Ich habe z.B. gestern bemerkt, daß in AC Origins der Kampf bei der Götter-Herausforderung gegen Anubis gefühlt "etwas schwieriger" war als in den Durchgängen zu vor. Vermutlich gab es da irgendwie eine automatische Schwierigkeitsanpassung, weil man festgestellt hatte, daß der Kampf für mich in den vorangegangenen Durchgängen wohl doch zu leicht gewesen war (das vermute ich einmal). An der Einstellung des Schwierigkeitsgrades selbst hatte ich nichts verändert gehabt.

Ich sehe noch nicht mal ein Problem darin, wenn so eine automatische Schwierigkeitsgradregulierung implementiert ist. Ich empfinde (bei älteren Spielen) sogar in manchen Fällen eine große Kluft zwischen den einzelnen Schwierigkeitsgraden wo ich mir in vielen Fällen wünschte, daß es eine Zwischenstufe gibt, die mich mehr fordert, ohne daß ich bei der nächsten aufgrund Frust keine Lust auf Weiterspielen habe. Das ganze wird durch diese neue Gamemechanik imho etwas ausgeglichen/verbessert. D.h. wenn dahinter nicht das Activision-System steckt, was auf Geldgenerierung abzielt.

Eine automatische Anpassung des Schwierigkeitsgrades und gutes Matchmaking hat auch nichts mit einer Funktion wie dem Momentum in FIFA zu tun (was ich auch hasse), weil ich trotz Skills keinen Einfluß darauf habe, daß sich das  Spiel auf einmal dreht, weil ich trotz ordentlichen Spiel auf einmal kein Tor mehr schieße weil der gegnerische Torwart über sich hinauswächst dafür meine Abwehr Dinger durchläßt wo ich mir an den Kopf greife und ich dann mit einer guten Truppe gegen eine eigentliche Gurkentruppe nur mit Glück unentschieden spiele oder gar noch verliere obwohl ich 2:0 geführt hatte. Das System Momentum ist so etwas ähnliches wie das "Activision-Patent", was darauf abzielt, daß ich dazu animiert werden soll im Ingame-Shop Geld auszugeben um bessere Spieler zu bekommen. Über Karten was auch immer. Das System Momentum sehe ich nur als Kopie des Activision-Systems. Was darauf abzielt, daß ich als Spieler zu Ingamekäufen animiert werde.

Man muß inzwischen leider zwischen ordentlich gestalteten Matchmaking (herausfinden des realen Spielerskills und daraufhin Auswahl der passenden Gegner) und manipulierten Matchmaking unterscheiden, wo letzeres dafür sorgen soll, daß man zu Ingamekäufen mit Realgeld animiert wird.


----------



## TheQuestionPG (10. Januar 2018)

MatthiasDammes schrieb:


> Ich will nicht, dass mich Spiele psychologisch manipulieren, nur damit ein Publisher sein Ziel erreicht.

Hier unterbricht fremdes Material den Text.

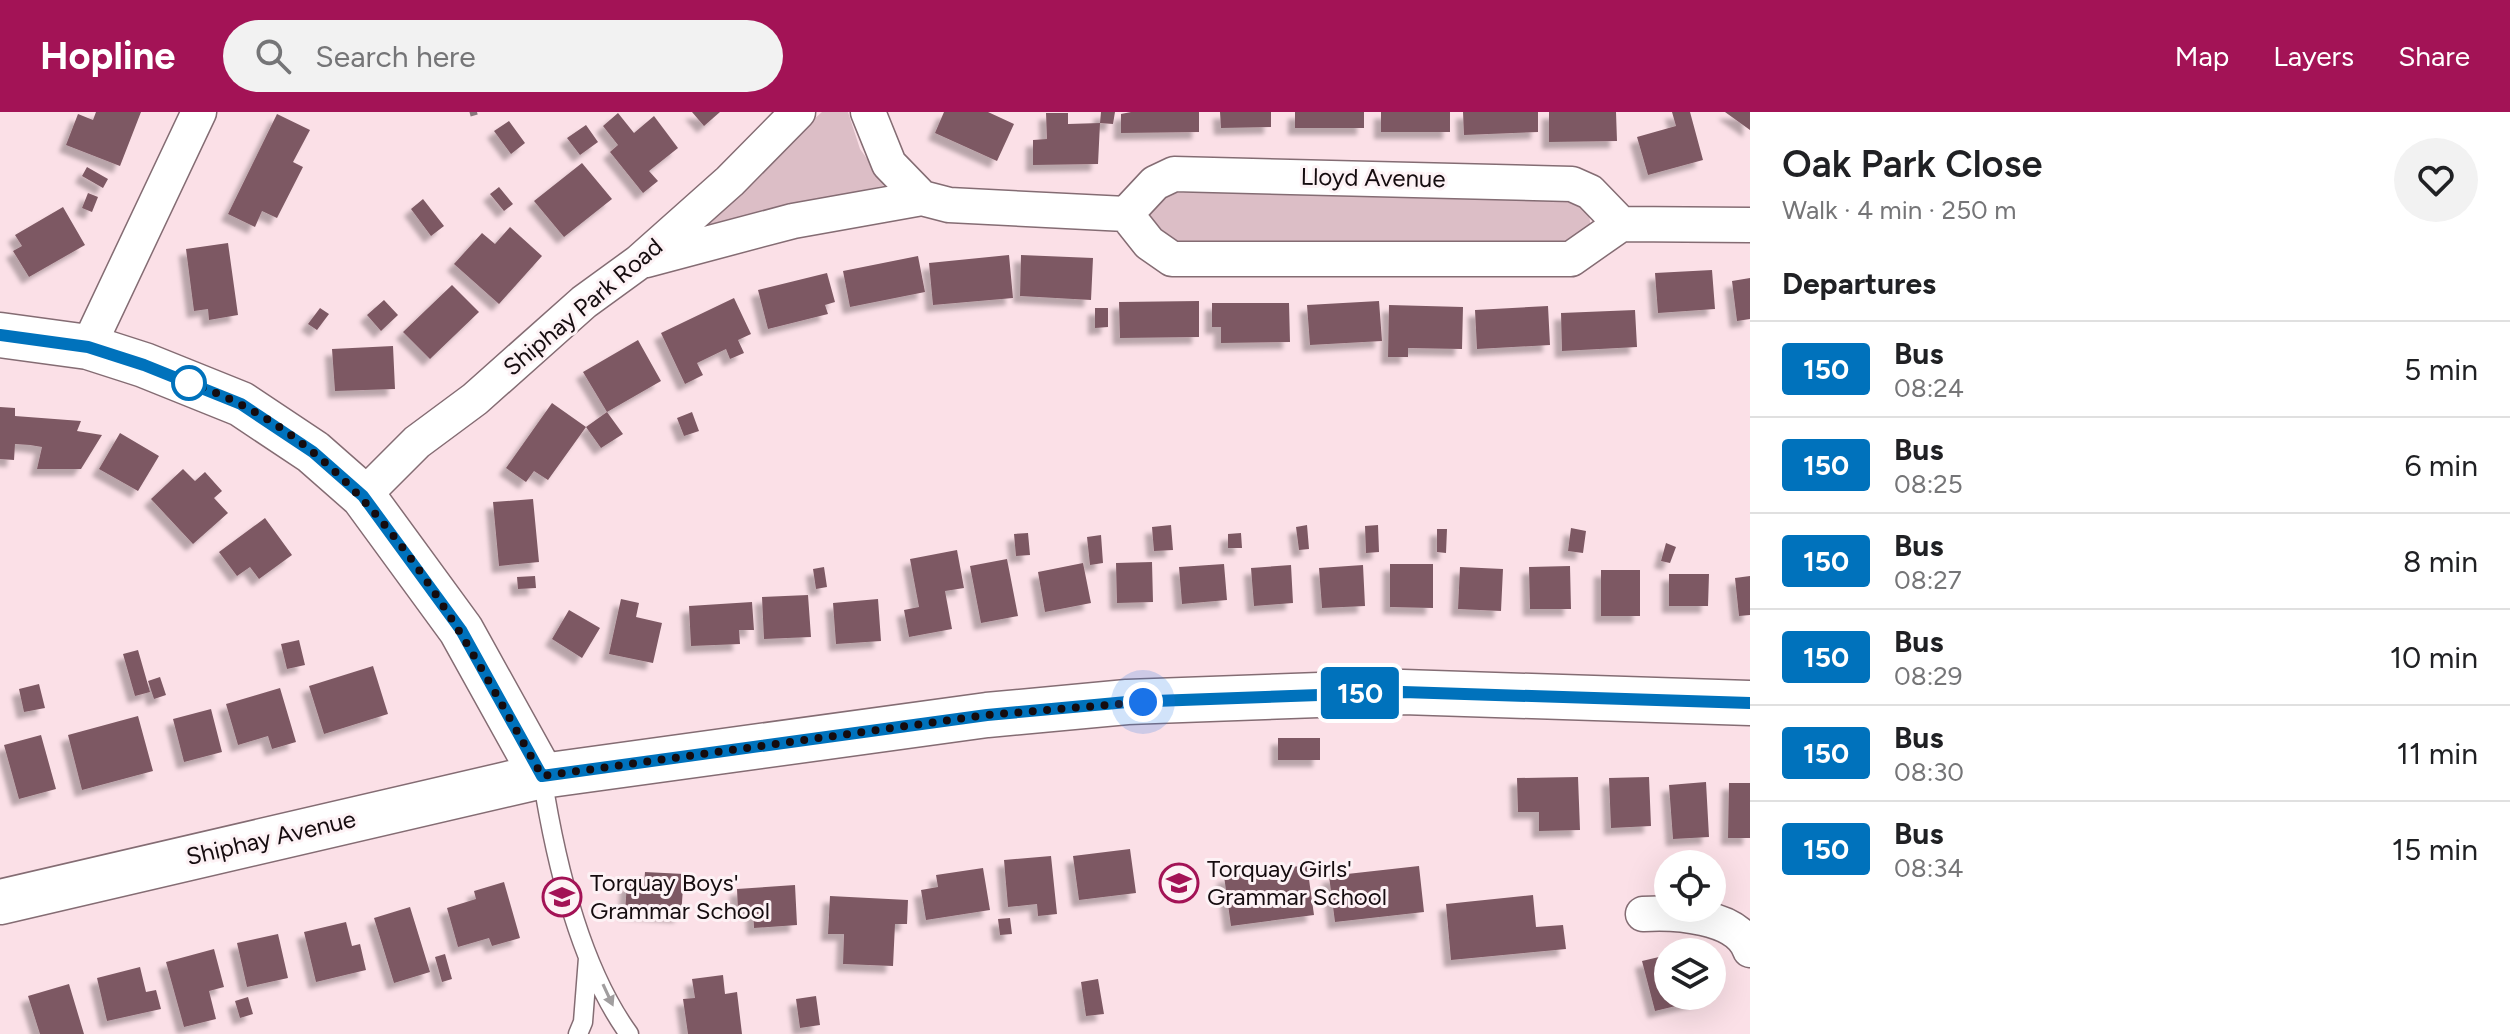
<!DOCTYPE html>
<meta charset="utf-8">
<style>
body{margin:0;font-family:Figtree,sans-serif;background:#f2f2f2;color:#202124;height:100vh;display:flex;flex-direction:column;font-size:30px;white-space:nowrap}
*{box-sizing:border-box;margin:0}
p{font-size:26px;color:#757577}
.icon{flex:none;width:44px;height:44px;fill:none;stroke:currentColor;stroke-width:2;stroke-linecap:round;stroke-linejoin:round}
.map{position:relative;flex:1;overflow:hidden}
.sheet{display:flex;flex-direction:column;background:#fff;width:760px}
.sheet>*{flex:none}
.badge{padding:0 16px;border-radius:6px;font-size:28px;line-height:52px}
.tools{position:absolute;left:1654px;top:738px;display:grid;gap:16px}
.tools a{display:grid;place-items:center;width:72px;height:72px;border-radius:50%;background:#fff;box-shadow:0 8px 32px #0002;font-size:40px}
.you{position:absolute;width:40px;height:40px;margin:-20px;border:6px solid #fff;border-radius:50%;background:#1a73e8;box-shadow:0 0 0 12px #1a73e833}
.map>.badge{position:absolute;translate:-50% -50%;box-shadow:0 0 0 4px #fff}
h2{padding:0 32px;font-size:30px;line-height:72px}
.round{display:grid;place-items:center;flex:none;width:84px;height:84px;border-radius:42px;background:#f2f2f2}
.overview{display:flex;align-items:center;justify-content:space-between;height:136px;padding:0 32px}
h1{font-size:38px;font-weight:600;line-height:60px}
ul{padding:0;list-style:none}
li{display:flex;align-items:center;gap:24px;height:96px;padding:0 32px;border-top:2px solid #e0e0e0}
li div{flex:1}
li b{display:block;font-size:30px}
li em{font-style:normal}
li .badge{min-width:88px;font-weight:700;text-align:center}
header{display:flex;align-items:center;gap:48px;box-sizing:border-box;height:112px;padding:0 40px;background:#a31356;color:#fff}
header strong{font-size:38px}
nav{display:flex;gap:44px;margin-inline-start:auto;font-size:28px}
.search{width:560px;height:72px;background:#f2f2f2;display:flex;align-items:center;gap:20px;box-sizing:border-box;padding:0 28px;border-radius:44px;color:#757577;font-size:30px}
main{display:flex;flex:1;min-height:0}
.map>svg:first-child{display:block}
.green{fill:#dcbec6}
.building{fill:#7d5963;filter:url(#shadow)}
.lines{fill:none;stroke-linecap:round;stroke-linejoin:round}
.lane-casing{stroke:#846c73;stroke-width:21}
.street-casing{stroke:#846c73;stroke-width:37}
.secondary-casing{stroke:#846c73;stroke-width:47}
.path{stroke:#89777c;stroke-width:5;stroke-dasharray:8 4;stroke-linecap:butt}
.lane{stroke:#fff;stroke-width:18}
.street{stroke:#fff;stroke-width:34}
.secondary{stroke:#fff;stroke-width:44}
.oneway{fill:#a19e9f}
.line-casing{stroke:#fff;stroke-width:18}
.line{stroke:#0072bc;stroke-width:12}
.walk{stroke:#150c0f;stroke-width:8;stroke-dasharray:0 14.4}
.stop-dot{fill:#fff;stroke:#0072bc;stroke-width:4}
.labels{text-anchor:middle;stroke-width:6;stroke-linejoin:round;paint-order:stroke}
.street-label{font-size:24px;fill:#150c0f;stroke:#fdf2f5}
.poi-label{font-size:24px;fill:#150c0f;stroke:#fdf2f5;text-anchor:start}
</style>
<header>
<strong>Hopline</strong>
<div class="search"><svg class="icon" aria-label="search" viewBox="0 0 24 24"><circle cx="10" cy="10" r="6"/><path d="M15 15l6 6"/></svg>Search here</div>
<nav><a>Map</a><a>Layers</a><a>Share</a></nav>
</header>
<main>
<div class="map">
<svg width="1750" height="922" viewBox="0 0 1750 922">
<defs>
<filter id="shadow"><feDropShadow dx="-7" dy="7" stdDeviation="2" flood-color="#0004"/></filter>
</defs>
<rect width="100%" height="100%" fill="#fbe0e7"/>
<path class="green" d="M822 0H848L860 37 886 73 686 120Z
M1198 80 1491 83 1569 89 1587 96C1594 119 1590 129 1574 146L1180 140 1141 117C1153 79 1161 82 1198 80Z"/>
<path class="building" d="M96 0H141L120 54 66 33 78 2 93 8Z
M692 0H720L704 14Z
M944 0H988L1014 12 997 49 935 21Z
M1101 0H1115L1113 12 1100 11 1098 52 1033 53V28L1047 27 1046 1H1068V12L1100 11Z
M1131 0H1199V20L1121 21V2Z
M1220 0H1271V15L1221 16Z
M1295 0H1364V16H1295Z
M1381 0H1450V20H1381Z
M1463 0H1538V20L1464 23Z
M1549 0H1616L1617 29 1549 30Z
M1672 0H1690L1703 48 1648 63 1637 25 1676 14Z
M1725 0H1750V18Z
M618 1 634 21 654 4 678 36 649 59 658 69 643 81 610 40 618 33 603 14Z
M277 2 310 18 293 50 303 55 277 106 262 99 255 115 228 102Z
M509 9 525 31 511 42 494 19Z
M586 13 598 30 580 43 567 26Z
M582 51 612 87 564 125 534 89Z
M87 55 108 67 103 76 82 64Z
M499 75 513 92 504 99 490 82Z
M88 81 98 85 92 100 82 96Z
M423 87 444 114 431 124 411 97Z
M63 95 85 133 29 165 13 139 22 134 15 123Z
M510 115 542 144 499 192 454 152 482 121 495 132Z
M228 131 238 203 209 208 208 197 194 199 186 137Z
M1009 143 1013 186 933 193 929 151Z
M1021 143 1093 146 1091 188 1020 184Z
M918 144 925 180 850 195 843 159Z
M1712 158 1715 197 1658 201 1655 161Z
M827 161 835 190 825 193 828 202 768 217 758 178Z
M1750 166V207L1737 209 1732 169Z
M452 173 479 200 430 247 403 220Z
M734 186 751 222 738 228 744 241 730 247 726 237 697 251 703 263 685 272 661 221Z
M384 188 398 203 381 219 367 203Z
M1199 189V225L1120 226 1119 190Z
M1379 189 1382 229 1310 233 1307 193Z
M1212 191H1289L1290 230 1221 231V215H1212Z
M1389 193 1463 195 1462 237 1408 236V245H1388Z
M1548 194 1550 233 1477 237 1475 198Z
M320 196 329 202 317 218 308 212Z
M1095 196H1108V215L1095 216Z
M1635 198 1637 235 1562 239 1561 201Z
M638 228 661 269 607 300 583 260Z
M393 234 395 277 335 279 332 237Z
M552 291 586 315 548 368 534 359 526 370 506 356Z
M0 295 15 296V304L81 309 77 319 102 323 81 357H37L42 335 30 333 15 332 14 348 0 347Z
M607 300 623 322 601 336 586 315Z
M692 300 699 319 684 324 677 306Z
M120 321 159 344 138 379 99 357Z
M183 357 195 369 205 360 222 379 214 386 228 401 193 432 151 387Z
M533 387 539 450 499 454 493 390Z
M265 406 292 443 259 467 250 455 237 464 219 440Z
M1171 413 1173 438 1154 439 1152 415Z
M1307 413 1309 437 1299 438 1296 415Z
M1378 413 1379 440 1366 441 1365 414Z
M1571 416 1586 419 1583 441 1568 439Z
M1437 417H1447L1446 441 1437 440Z
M1028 421 1030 443 1016 444 1014 422Z
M1241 421 1242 436H1228V422Z
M1101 423 1103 451 1090 453 1087 425Z
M1666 431 1676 435 1670 451 1661 449Z
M957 438 964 476 945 479 952 517 909 525 904 498 919 495 910 447Z
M1007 447 1018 504 981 511 970 454Z
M1152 450 1153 490 1117 491 1116 451Z
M1083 451 1091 491 1045 500 1038 460Z
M1224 452 1227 488 1182 492 1179 455Z
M1390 452H1433V496L1390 495Z
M1291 453 1293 491 1254 494 1251 456Z
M1363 453 1365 494 1322 496 1319 456Z
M1570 454 1571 497H1530L1529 455Z
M824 455 827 475 816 477 813 457Z
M1460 455 1503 457 1501 499 1458 497Z
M1601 458H1640V504H1601Z
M1669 462H1709L1708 494H1669Z
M535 464 536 476 518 477 517 465Z
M1750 464V503L1739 504 1735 466Z
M808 483 811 525 764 527 762 485Z
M621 487 639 491 636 505 662 511 653 551 609 542Z
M878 487 881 529 836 532 833 491Z
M752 490 754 518H739L740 532 691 534 689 494Z
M569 498 600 516 582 546 552 527Z
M299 528 305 553 287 557 281 532Z
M138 538 150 580 135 584 123 542Z
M373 554 388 602 324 622 309 574Z
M160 565 166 583 154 587 148 569Z
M39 572 45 596 24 600 19 577Z
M280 576 296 630 272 637 268 624 238 633 226 592Z
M211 597 222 640 184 650 173 607Z
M138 604 153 659 82 678 68 623Z
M41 623 56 677 19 687 4 633Z
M1278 626H1320V648H1278Z
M1578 665 1580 718 1539 719V700H1518L1517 666Z
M1649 665 1651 714 1611 716 1609 666Z
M1706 670 1709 725 1673 727 1669 673Z
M1729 671H1750V726H1728Z
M1130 737 1136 781 1079 788 1073 744Z
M1051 744 1057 802 1038 804 1037 792 1008 795 1004 748Z
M1307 753 1314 803 1231 814 1224 764Z
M1419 754 1424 800 1335 810 1329 764Z
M983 756 990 798 926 808 921 778 938 775 936 763Z
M645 760 684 762 681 804 625 800 627 771 644 772Z
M504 770 520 826 492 834 489 826 458 835 447 796 476 787 474 779Z
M795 773 797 813 754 816 753 797 738 799 737 777Z
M1533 783 1536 815 1563 813 1566 837 1451 848 1446 792Z
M830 784 908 788 907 812H895L893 854 843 852 844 822H828Z
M410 795 430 860 394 871 374 806Z
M1010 806 1012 822 1000 823 998 807Z
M346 810 352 834 360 832 366 858 316 870 304 820Z
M278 822 288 866 247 875 237 831Z
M214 837 224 875 209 879 216 907 184 915 166 850Z
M445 842 452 867 442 870 435 845Z
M1659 845 1662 858 1668 856V884L1705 887 1655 899 1642 849Z
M140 855 146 880 156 878 161 897 107 909 97 866Z
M723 863 725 882 737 880 742 922H688L683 887 695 886 692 867Z
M1098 867 1104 902 1086 904 1081 870Z
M69 872 84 922H40L28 884Z
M816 884 820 913 800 916 796 887Z
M248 885 253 902 240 906 235 889Z"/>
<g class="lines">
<g class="lane-casing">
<path id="lane" d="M542 664C555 747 579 853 629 922
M578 922 583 910 588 846"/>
</g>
<g class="street-casing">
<path id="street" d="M868 0 889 52 922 86 949 93 1126 102 1155 71 1174 62 1572 72 1590 80 1621 112 1750 113
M1126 102 1149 131 1172 147H1571L1621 112
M646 148 793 109 922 86
M88 235 199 0
M363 384 417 330 475 287 584 190 639 150 730 69 798 0
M1643 802C1673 800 1738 803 1750 838"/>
</g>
<g class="secondary-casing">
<path id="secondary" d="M0 223 88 235 144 253 241 292 313 340 363 384 461 518 542 664
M0 790 542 664 987 603 1127 590 1403 580 1750 591"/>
</g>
<path class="path" d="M470 2 477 0"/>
<use href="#lane" class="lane"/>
<use href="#street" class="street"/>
<use href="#secondary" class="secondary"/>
</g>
<defs><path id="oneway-solid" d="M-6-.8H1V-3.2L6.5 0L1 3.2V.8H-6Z" transform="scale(2)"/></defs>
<use class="oneway" href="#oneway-solid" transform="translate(608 883) rotate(65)"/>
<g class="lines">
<g class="line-casing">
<path id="line" d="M0 223 88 235 144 253 241 292 313 340 363 384 461 518 542 664 987 603 1127 590 1403 580 1750 591"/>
</g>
<use href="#line" class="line"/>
<path class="walk" d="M189 271C367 329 456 512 542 664L987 603 1143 590"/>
</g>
<defs>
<g id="school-ring" transform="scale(2)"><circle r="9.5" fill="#fdf2f5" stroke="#a31356" stroke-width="1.5"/><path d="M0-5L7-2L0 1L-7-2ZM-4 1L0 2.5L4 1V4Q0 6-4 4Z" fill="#a31356"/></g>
</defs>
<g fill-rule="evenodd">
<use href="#school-ring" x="1179" y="771"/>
<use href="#school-ring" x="562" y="785"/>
</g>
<circle class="stop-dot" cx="189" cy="271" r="16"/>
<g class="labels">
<g class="street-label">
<text transform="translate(1373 66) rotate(1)" y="8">Lloyd Avenue</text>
<text transform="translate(583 195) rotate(-40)" y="8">Shiphay Park Road</text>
<text transform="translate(271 726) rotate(-13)" y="8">Shiphay Avenue</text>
</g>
<g class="poi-label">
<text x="1207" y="765">Torquay Girls'<tspan x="1207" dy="28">Grammar School</tspan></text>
<text x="590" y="779">Torquay Boys'<tspan x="590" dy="28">Grammar School</tspan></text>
</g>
</g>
</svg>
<div class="tools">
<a><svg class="icon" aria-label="locate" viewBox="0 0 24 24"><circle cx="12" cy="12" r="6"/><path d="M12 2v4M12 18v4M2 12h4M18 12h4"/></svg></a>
<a><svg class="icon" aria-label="layers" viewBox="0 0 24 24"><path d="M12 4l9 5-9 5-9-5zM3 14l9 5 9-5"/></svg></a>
</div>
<div class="you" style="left:1143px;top:590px"></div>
<b class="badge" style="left:1360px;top:581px;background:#0072bc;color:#fff">150</b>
</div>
<section class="sheet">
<div class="overview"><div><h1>Oak Park Close</h1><p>Walk · 4 min · 250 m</p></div><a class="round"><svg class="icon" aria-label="heart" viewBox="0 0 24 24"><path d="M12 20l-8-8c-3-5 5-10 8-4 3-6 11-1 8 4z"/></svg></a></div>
<h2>Departures</h2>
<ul>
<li><span class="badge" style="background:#0072bc;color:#fff">150</span><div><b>Bus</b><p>08:24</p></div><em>5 min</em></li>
<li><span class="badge" style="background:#0072bc;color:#fff">150</span><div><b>Bus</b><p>08:25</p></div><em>6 min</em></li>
<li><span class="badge" style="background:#0072bc;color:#fff">150</span><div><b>Bus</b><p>08:27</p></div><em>8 min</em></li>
<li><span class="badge" style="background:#0072bc;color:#fff">150</span><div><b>Bus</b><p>08:29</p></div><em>10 min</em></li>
<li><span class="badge" style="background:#0072bc;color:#fff">150</span><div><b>Bus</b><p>08:30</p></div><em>11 min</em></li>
<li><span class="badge" style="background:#0072bc;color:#fff">150</span><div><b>Bus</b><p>08:34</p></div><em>15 min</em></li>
</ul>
</section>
</main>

Dem ist eigentlich nichts hinzuzufügen.


----------



## Orzhov (10. Januar 2018)

Talisman79 schrieb:


> echtes geld bzw gewinn kannst du damit nich machen..denke mal das is so gemeint das er 5000k pfund reingepudert ,und im gegensatz durch den verkauf der gezogenen spieler nur 800k ingamewährung rausbekommen hat..dafür bekommt man gerade mal ein oder zwei besondere karten.auf dem pc kosten spieler wie messi und ronaldo mehrere mio ,er hat also 5000 pfund echtes geld reingehauen und kann sich davon nich mal n halben ronaldo holen ^^ (selbst wenn sie ronaldo zb direkt anbieten würden,für abartige 150 euro extra oder so,so wäre das nur ein fliegenschiss im vergleich dazu was leute im endeffekt wirklich ausgeben)
> 
> 
> und zu zweitens,,dann kann man sich die ganze heuchlerische diskusion über lootboxen spaaren,,,damit macht man sich dann selber extremst unglaubwürdig.
> ...





Talisman79 schrieb:


> ich denke eher ,das es um die relation zum investierten geht,sonst wäre das ganze für 99% der leser uninteressant



Was Fifa betrifft, ja es ist auch interessant zu wissen wie derjenige versucht hat zu profitieren, also Youtube views, oder dadurch das er sich teuere Spieler dann per Ingamewährung kauft.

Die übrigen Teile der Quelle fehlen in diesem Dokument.